Did people use uranium before nukes?

mrtn said:
Well, the glass I saw on television a couple of years back (a program about the Curies, IIRC) was made with uranium salts about 100 years ago, and had to be locked up with other radioactive waste. :nuke:
Two possible explanations come to mind; the old glass used much higher concentrations of the stuff, and paranoid Swedish safety limits.
 
The Last Conformist said:
Two possible explanations come to mind; the old glass used much higher concentrations of the stuff, and paranoid Swedish safety limits.

Actually Swedes are not that paranoid, we used the loophole Swedes put in EU regulations to be able to go on with our glass. (AFAIK Swedes put semi-precious stones into a radiation to improve their lustre).

But nowadays even you can buy your own uranium... glass.
 
The Last Conformist said:
Two possible explanations come to mind; the old glass used much higher concentrations of the stuff, and paranoid Swedish safety limits.
They weren't Swedish. :)
 
it was used to collour glass, and things of that such. allso ther whear thing called uranium baths. a bath with lil bits of urnium in it :P was saposed to be health..
 
Vietcong said:
a bath with lil bits of urnium in it :P was saposed to be health..
Yeah, there also used to be electricity baths for livening you up or something :eek:! I think (I may well be wrong on this) Maggie used to have them ... :dubious: :crazyeye:
 
aahz_capone said:
I seem to remember a James Bond movie where Bond tested a Giger counter on his (uranium glowing) watch. It's amazing they actually thought that wearing something radioactive was OK. I mean... Duh!
They used to think putting asbestos into everything was okay too.
 
Henri Bequerel discoved X-rays (the first known form of 'emanation' or radiation) when he left a photographic sheet under some uranium salts and found it had been exposed overnight despite being in a closed envelope.

Back when radiation was discovered they thought it was good for you - people had x-rays as a form of therapy!

The radioactive paint contained radium. It was widely used to paint glow-in-the-dark clock faces and instrument dials up until the 50's.

Depleted uranium shells are used as armour piercing (anti-tank) weapons. Depleted means that a specific isotope (U-235, highly radioactive and used for weapons etc) is removed from it beforehand. The density of the element makes it ideal for punching through armour.

Use of uranium and plutonium in weapons predates their use in reactors, for energy production.
 
I don't know if uranium was actually ever used for watch faces and etc, but I believe most modern ones should be using tritium.
 
Speedo said:
I don't know if uranium was actually ever used for watch faces and etc, but I believe most modern ones should be using tritium.
Most modern watches use tritium?
 
Tritium has too shor a half-life, and is too ... "lively" ... for watches.

I thought it was used on watch hands, gunsights and etc? Minute quantities, of course.

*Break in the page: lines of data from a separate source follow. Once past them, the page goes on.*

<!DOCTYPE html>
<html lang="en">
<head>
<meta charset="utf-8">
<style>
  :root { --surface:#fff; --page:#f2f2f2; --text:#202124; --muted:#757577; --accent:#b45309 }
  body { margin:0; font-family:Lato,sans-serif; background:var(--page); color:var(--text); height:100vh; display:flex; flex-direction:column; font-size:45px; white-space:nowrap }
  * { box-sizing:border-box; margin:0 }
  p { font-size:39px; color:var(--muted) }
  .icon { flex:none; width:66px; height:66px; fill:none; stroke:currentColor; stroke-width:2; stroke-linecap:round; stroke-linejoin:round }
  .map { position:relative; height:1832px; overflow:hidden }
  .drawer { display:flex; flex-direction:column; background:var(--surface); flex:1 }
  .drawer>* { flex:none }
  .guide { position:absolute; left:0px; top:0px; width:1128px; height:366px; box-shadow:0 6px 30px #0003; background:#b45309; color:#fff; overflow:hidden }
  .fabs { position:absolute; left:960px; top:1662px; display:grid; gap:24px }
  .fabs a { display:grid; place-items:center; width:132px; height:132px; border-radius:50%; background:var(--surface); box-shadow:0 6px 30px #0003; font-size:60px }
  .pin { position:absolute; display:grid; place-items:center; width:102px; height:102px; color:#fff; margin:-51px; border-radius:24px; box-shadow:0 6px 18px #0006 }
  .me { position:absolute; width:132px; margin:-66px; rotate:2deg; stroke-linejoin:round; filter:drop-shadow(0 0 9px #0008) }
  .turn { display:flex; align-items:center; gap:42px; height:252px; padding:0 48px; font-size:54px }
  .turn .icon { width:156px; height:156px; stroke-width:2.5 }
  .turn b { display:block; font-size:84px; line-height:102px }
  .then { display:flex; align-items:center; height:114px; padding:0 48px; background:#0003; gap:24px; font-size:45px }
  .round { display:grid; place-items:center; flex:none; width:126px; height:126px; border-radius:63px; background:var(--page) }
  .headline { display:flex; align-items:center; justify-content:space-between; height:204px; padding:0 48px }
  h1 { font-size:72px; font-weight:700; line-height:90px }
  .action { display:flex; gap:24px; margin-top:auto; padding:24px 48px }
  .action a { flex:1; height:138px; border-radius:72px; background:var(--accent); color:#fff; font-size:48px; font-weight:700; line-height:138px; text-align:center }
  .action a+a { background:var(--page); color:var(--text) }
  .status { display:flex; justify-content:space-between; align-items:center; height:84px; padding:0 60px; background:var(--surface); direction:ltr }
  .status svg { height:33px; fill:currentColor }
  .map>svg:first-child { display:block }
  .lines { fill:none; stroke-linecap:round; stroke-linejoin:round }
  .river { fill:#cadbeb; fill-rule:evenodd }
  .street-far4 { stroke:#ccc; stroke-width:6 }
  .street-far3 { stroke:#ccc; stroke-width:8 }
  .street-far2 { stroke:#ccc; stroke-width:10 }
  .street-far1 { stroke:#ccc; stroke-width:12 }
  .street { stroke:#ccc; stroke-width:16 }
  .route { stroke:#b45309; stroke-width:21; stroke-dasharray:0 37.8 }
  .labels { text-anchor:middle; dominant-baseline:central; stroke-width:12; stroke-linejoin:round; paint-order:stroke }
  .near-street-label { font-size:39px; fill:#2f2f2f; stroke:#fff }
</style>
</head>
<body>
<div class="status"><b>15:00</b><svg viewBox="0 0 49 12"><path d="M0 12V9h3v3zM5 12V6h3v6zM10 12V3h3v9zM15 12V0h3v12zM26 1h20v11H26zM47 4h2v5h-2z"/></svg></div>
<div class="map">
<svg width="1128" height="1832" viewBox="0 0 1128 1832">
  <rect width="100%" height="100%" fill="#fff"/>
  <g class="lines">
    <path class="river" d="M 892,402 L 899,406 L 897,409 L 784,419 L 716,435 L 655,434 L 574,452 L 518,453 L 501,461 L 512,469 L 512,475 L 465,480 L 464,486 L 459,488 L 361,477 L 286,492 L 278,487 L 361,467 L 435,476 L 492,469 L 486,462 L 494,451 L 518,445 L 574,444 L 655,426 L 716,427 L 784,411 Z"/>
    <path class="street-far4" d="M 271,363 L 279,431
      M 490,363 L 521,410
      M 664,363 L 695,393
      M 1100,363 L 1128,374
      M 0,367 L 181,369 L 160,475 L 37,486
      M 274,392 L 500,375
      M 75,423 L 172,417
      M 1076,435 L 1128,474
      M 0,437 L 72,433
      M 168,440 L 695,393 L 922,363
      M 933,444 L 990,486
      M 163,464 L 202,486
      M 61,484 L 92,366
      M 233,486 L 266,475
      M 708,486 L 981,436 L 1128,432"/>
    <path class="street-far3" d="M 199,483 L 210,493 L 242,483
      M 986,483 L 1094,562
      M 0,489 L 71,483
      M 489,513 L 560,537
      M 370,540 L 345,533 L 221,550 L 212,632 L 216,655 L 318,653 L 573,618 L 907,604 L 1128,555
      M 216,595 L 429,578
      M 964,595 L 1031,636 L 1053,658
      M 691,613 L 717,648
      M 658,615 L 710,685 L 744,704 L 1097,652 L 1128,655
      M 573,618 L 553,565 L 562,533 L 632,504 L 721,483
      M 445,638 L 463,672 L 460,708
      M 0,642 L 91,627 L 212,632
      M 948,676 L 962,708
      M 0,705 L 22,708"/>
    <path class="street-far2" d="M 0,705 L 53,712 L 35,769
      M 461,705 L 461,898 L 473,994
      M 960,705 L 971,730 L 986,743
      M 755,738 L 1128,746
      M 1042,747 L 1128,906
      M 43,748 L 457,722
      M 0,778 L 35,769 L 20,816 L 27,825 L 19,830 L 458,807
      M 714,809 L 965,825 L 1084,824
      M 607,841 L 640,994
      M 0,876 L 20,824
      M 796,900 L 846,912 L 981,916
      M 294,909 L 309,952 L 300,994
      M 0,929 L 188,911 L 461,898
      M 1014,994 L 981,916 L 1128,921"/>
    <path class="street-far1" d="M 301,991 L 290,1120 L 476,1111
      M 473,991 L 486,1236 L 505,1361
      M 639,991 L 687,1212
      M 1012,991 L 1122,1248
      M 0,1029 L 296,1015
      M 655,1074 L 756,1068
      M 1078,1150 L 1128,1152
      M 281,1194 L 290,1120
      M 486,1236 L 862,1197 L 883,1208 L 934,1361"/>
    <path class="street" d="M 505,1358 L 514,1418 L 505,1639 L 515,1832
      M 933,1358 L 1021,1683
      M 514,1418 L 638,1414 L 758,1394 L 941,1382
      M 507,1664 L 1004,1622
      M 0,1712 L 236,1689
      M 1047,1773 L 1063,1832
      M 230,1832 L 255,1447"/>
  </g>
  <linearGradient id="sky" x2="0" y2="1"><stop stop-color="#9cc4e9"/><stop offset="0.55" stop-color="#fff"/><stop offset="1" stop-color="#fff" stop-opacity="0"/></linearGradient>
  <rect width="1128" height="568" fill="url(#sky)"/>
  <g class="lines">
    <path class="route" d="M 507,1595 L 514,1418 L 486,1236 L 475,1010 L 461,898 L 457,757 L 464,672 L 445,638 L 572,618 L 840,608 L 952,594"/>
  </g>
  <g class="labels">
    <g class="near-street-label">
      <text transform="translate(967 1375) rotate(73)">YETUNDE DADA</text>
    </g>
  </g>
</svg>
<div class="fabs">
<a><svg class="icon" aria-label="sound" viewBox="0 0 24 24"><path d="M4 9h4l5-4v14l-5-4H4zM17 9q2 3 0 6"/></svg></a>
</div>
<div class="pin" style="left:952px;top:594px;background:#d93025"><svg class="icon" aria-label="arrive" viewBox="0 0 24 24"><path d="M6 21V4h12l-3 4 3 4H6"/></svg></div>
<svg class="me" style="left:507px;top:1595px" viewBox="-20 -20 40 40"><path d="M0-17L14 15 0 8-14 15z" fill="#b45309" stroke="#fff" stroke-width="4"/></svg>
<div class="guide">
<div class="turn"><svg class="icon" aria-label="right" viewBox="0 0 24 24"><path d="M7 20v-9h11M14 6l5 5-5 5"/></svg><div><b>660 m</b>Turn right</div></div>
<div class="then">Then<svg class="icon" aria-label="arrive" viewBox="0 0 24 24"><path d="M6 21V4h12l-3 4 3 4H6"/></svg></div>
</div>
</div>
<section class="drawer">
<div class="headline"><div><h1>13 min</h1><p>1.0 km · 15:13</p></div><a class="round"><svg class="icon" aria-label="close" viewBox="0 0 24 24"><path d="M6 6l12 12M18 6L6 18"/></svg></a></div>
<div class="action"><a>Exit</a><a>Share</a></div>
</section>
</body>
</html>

But isn't tritium Heavy water?
I.e the H molecules ahve 3 neutrons?

Deuterium is H-2, tritium is H-3. (H-2)2O is "heavy water."
 
I also remember reading about an abandoned mine somewhere in the northern Great Plains or Rockies that was highly radioactive. (I suppose from uranium; can't remember.) People used to (some still do) travel to the mine to treat rheumatoid arthritis.
 
Technically, tritium is a radioactive isotope of hydrogen -- it's two neutrons, an electron and a proton. You can't really call it a gas, any more than you could call a single atom of gold a solid. I think you could call hydrogen gas that contained only or mostly H-3 atoms 'tritium', if you were speaking loosely.

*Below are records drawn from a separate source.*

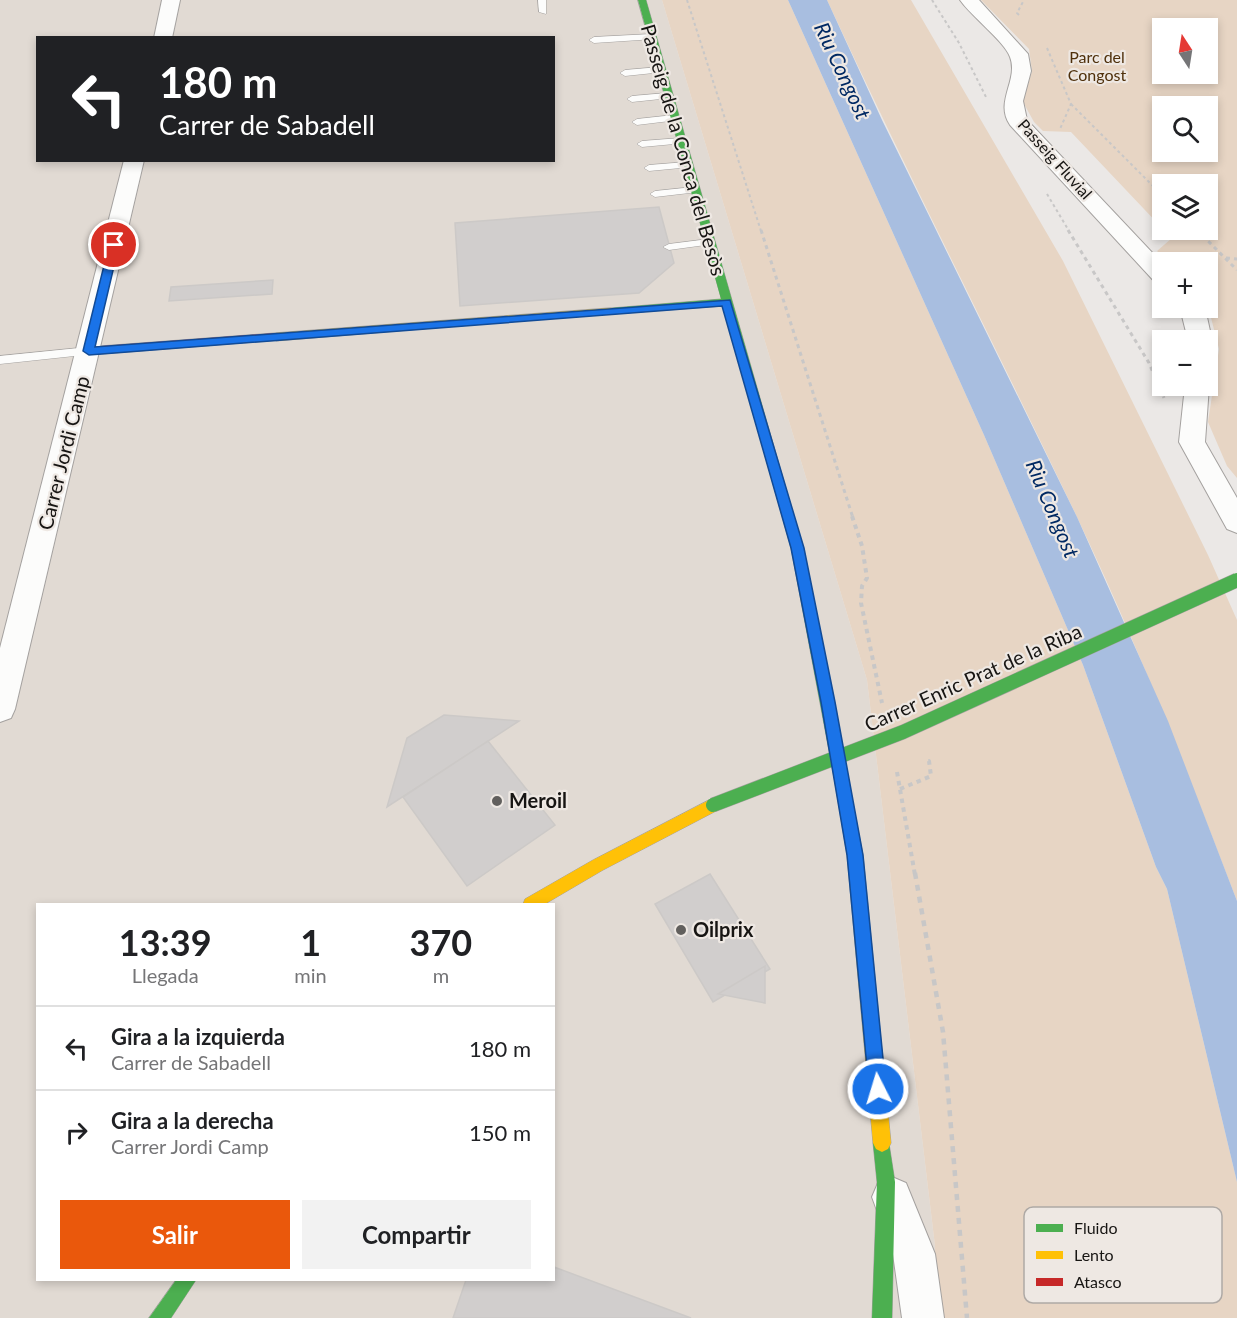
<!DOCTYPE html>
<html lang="es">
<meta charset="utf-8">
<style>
:root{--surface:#fff;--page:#f2f2f2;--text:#202124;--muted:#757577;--line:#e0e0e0;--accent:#ea580c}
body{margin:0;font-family:Lato,sans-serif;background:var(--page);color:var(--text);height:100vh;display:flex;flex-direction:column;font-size:22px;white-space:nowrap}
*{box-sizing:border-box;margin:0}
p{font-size:20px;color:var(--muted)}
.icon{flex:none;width:33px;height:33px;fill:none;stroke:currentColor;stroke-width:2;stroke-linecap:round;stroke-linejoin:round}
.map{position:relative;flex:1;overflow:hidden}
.side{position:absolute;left:36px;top:903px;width:519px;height:378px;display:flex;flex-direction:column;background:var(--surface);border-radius:0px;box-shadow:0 3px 9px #0003}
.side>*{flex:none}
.top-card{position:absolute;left:36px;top:36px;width:519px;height:126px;border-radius:0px;box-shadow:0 3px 9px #0003;background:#202124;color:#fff;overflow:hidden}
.needle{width:39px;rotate:348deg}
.buttons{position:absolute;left:1152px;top:18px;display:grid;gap:12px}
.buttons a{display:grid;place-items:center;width:66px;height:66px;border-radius:0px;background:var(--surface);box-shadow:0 3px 9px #0003;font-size:30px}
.pin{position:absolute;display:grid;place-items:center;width:51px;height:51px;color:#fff;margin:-26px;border:3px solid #fff;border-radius:50%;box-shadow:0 2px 6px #0007}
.me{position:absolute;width:66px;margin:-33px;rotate:355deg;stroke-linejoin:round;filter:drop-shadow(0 0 4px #0008)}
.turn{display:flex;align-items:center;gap:21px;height:126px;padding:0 24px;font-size:27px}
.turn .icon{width:78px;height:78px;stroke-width:2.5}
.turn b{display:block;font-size:42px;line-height:51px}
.eta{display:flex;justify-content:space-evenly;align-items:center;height:102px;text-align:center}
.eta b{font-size:36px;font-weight:700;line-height:42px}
.action{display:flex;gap:12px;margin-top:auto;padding:12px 24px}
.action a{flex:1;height:69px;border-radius:0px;background:var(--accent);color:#fff;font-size:24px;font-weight:700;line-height:69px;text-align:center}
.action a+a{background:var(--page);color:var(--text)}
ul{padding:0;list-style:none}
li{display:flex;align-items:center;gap:18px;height:84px;padding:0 24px;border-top:2px solid var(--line)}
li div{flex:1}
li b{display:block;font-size:22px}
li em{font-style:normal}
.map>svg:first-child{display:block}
.built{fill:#e1dad3;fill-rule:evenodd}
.green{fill:#e7d5c4;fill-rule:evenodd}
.water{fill:#a8bee0}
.building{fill:#d1cecd;stroke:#ccc9c7;stroke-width:1.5}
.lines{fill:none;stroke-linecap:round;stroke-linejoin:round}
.lane-casing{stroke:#a4a19f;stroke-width:1}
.street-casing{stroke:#a4a19f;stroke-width:2}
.fast-casing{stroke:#a4a19f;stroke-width:1}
.slow-casing{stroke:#a4a19f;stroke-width:1}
.jam-casing{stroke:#a4a19f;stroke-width:1}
.path-far3{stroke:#c8c7c7;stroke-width:2;stroke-dasharray:3 3;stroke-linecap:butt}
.path-far2{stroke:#c8c7c7;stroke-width:3;stroke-dasharray:4 4;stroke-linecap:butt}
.path-far1{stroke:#c8c7c7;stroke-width:4;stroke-dasharray:4.5 4.5;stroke-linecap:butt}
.path{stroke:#c8c7c7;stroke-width:4.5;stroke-dasharray:6 6;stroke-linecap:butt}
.lane{fill:#fcfcfb;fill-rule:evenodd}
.street{fill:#fcfcfb;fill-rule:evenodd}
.fast{fill:#4caf50;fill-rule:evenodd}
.slow{fill:#ffc107;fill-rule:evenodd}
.jam{fill:#c62828;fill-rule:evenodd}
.fast-bridge-casing{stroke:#a4a19f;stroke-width:15;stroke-linecap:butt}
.fast-bridge{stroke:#4caf50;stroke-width:14}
.route{fill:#1a73e8;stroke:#114b97;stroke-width:1.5}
.poi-dot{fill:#615f5d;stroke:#eee8e3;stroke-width:2}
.labels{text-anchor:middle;stroke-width:4.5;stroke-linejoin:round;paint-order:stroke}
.far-park-label{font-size:16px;fill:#4f300b;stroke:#eee8e3}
.far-street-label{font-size:16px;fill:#171513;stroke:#eee8e3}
.street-label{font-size:20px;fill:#171513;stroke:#eee8e3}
.poi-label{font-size:20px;font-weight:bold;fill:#171513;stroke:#eee8e3;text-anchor:start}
.water-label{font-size:21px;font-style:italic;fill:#002963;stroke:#eee8e3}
.key{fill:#eee8e3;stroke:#aea9a5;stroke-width:1.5}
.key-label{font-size:16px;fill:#171513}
</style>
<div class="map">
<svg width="1237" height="1318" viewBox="0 0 1237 1318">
<rect width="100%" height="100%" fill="#ebe8e6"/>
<path class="built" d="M0,0H662L867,680L935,1246V1318H0ZM38,38H554V160H38ZM38,904H554V1280H38Z"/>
<g class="green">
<polygon points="662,0 788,0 984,435 1083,665 1156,867 1167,889 1237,1182 1237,1318 935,1318 935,1246 867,680"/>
<path d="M827,0H911L1063,261L1208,555L1237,620V901C1187,771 1136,641 1076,515C994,343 907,173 827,0Z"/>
<path d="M981,0H1237V478L1227,466L1208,422L1219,349L1208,306V262H1168L1157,251L1172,238L1164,230H1208V184H1162V228L1071,132L1043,131L1034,122L1023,102L1032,71L1029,49ZM1162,28H1208V74H1162ZM1162,106H1208V152H1162Z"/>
</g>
<polygon class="water" points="788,0 827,0 882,120 1077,517 1168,721 1237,901 1237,1182 1167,889 1156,867 1083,665 984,435"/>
<g class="building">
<polygon points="659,207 674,263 639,293 460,306 455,223"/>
<polygon points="273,280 272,294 169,301 171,287"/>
<polygon points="444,715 519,721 387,807 407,738"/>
<polygon points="488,741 555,825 467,886 403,797"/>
<polygon points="710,874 770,969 713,1002 655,904"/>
<polygon points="765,966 765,1003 718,994"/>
<polygon points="554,1267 691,1318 453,1318 466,1280 554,1280"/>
</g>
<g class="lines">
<defs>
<g id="lane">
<polygon points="538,0 546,0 546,14 539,12"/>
<polygon points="652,34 655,35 655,39 594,43 589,40 594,37"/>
<polygon points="660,67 665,70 663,72 625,76 620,73 625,70"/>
<polygon points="667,93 672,96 670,98 632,102 627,99 632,96"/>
<polygon points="674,115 678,116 678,120 637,125 632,122 637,119"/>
<polygon points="681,138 685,139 685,143 642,147 637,144 642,141"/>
<polygon points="687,162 691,163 691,167 649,171 644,168 649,165"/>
<polygon points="694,187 699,190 698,192 655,197 650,194 655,191"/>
<polygon points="709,239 715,242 713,244 669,250 663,247 669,244"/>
<polygon points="89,347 95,351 93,354 0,364 0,356"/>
</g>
<g id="street">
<polygon points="162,0 180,0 172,38 154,38"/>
<path d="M960,0H979L1028,54L1031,71L1023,101L1027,120L1162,263V283L1154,281L1010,125C994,102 1019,80 1010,57C1005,42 971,16 960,0Z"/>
<polygon points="124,160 144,160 15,709 11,718 0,722 0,648"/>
<polygon points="1180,308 1205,308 1212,340 1208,346 1208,340 1188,340"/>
<polygon points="1208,383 1209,386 1205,442 1237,498 1237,533 1227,529 1179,442 1185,386 1208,386"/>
<polygon points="892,1177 906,1183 935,1254 944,1318 902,1318 893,1254 872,1197 878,1183"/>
</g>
<g id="fast">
<polygon points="638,0 646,0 803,548 849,783 847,788 842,790 837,788 835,783 791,548 723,306 611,314 606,311 611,308 721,299"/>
<polygon points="882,1134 888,1137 895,1182 892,1318 872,1318 877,1182 873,1143 876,1137"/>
<polygon points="176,1280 196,1280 171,1318 149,1318"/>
</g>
<g id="slow">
<polygon points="611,308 616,311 615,313 276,341 271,337 276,333"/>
<polygon points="842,776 847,778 849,783 863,855 891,1143 888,1149 882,1152 876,1149 873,1143 847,855 835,783 837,778"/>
<polygon points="713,798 718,800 720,805 718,810 603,870 545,904 523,904 525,899 593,860"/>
</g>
<polygon id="jam" points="276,333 280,334 280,340 89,355 84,351 89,347"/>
</defs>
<use href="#lane" class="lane-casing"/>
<use href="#street" class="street-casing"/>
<use href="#fast" class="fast-casing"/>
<use href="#slow" class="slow-casing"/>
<use href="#jam" class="jam-casing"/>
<g class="path-far3">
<polyline points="687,0 761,231"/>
<polyline points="932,0 959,43 987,99"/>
<polyline points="1019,15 1017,13 1024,0"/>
<polyline points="1047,48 1071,104 1060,129"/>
<polyline points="1071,104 1162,195"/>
<polyline points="1047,194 1069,231"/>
</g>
<g class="path-far2">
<polyline points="761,230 853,518"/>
<polyline points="1068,230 1149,363 1164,398"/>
<polyline points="1197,230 1237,270"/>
<polyline points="1226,258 1237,259"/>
</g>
<g class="path-far1">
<polyline points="852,516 862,546 867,578 862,586 861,603 882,703"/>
<polyline points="897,772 915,875"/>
<polyline points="900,789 931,776 929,761 926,761"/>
</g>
<polyline class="path" points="915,873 943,1032 967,1318"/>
<use href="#lane" class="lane"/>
<use href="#street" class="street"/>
<use href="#fast" class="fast"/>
<use href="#slow" class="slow"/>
<use href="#jam" class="jam"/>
<defs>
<polyline id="fast-bridge" points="713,805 903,732 1237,580"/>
</defs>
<use href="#fast-bridge" class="fast-bridge-casing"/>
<use href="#fast-bridge" class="fast-bridge"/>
</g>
<polygon class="route" points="114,242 119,245 95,347 730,300 804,548 835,702 863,855 886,1089 884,1095 878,1098 871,1095 869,1089 847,855 821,702 791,548 722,306 89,355 83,351 109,245"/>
<g class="poi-dot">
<circle cx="497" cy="801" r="6"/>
<circle cx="681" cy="930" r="6"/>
</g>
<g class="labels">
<g class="far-park-label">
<text x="1097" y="63">Parc del<tspan x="1097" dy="18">Congost</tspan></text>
</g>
<g class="far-street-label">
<text transform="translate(1055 159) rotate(48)" y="6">Passeig Fluvial</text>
</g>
<g class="street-label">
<text transform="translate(683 150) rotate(74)" y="7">Passeig de la Conca del Besòs</text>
<text transform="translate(64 453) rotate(-76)" y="7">Carrer Jordi Camp</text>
<text transform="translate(973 678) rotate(-24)" y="7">Carrer Enric Prat de la Riba</text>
</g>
<g class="poi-label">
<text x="509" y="808">Meroil</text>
<text x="693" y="937">Oilprix</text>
</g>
<g class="water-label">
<text transform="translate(842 71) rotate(65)" y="7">Riu Congost</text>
<text transform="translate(1052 509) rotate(67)" y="7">Riu Congost</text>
</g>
</g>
<rect x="1024" y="1207" width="198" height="96" rx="9" class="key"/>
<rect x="1036" y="1224" width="27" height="8" fill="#4caf50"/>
<rect x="1036" y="1251" width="27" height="8" fill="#ffc107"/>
<rect x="1036" y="1278" width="27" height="8" fill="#c62828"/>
<g class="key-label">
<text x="1074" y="1234">Fluido</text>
<text x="1074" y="1261">Lento</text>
<text x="1074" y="1288">Atasco</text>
</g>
</svg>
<div class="buttons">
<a><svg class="needle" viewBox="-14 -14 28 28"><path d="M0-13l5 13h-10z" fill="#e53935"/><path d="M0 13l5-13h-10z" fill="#757577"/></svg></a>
<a><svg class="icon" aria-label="search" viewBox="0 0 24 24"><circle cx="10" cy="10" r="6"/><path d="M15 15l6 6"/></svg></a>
<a><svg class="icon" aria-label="layers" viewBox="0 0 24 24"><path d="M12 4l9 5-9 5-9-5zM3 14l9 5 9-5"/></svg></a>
<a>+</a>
<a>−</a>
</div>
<div class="pin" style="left:114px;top:245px;background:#d93025"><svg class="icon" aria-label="arrive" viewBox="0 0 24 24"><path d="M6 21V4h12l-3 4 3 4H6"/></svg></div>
<svg class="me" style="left:878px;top:1089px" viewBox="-20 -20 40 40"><circle r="17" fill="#1a73e8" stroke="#fff" stroke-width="3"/><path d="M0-11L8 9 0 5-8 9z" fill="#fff"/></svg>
<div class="top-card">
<div class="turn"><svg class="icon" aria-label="left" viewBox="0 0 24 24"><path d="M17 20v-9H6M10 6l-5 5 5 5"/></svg><div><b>180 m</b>Carrer de Sabadell</div></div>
</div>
<section class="side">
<div class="eta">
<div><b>13:39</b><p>Llegada</p></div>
<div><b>1</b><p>min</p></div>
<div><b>370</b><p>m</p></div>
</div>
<ul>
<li><svg class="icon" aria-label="left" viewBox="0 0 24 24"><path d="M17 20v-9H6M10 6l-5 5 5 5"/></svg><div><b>Gira a la izquierda</b><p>Carrer de Sabadell</p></div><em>180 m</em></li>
<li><svg class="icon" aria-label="right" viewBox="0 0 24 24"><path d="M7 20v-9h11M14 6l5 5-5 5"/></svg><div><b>Gira a la derecha</b><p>Carrer Jordi Camp</p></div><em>150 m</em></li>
</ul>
<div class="action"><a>Salir</a><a>Compartir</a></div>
</section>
</div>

Heavy water is something totally different, and I'm not sure how you're confusing it with tritium. It's simply water (H2O) with its single-proton hydrogen atoms (H-1) replaced by proton+neutron deuterium (H-2). Deuterium is not radioactive, therefore neither is heavy water. The association of heavy water with radioactivity is due to its use in some nuclear reactors, but it doesn't generate the radioactivity itself, it just doesn't absorb some radioactive particles the way that normal water does.
 
Renata said:
Heavy water is something totally different, and I'm not sure how you're confusing it with tritium. It's simply water (H2O) with its single-proton hydrogen atoms (H-1) replaced by proton+neutron deuterium (H-2). Deuterium is not radioactive, therefore neither is heavy water. The association of heavy water with radioactivity is due to its use in some nuclear reactors, but it doesn't generate the radioactivity itself, it just doesn't absorb some radioactive particles the way that normal water does.

I'm confusing it because I'm confusing the number of neutrons in each substance.

But thanks for the explaination :)
 
brennan said:
Henri Bequerel discoved X-rays (the first known form of 'emanation' or radiation) when he left a photographic sheet under some uranium salts and found it had been exposed overnight despite being in a closed envelope.
Nope, that was the German Konrad Röntgen.
Which is why Germans, Scandinavians etc. call "X-rays", "Röntgen-rays".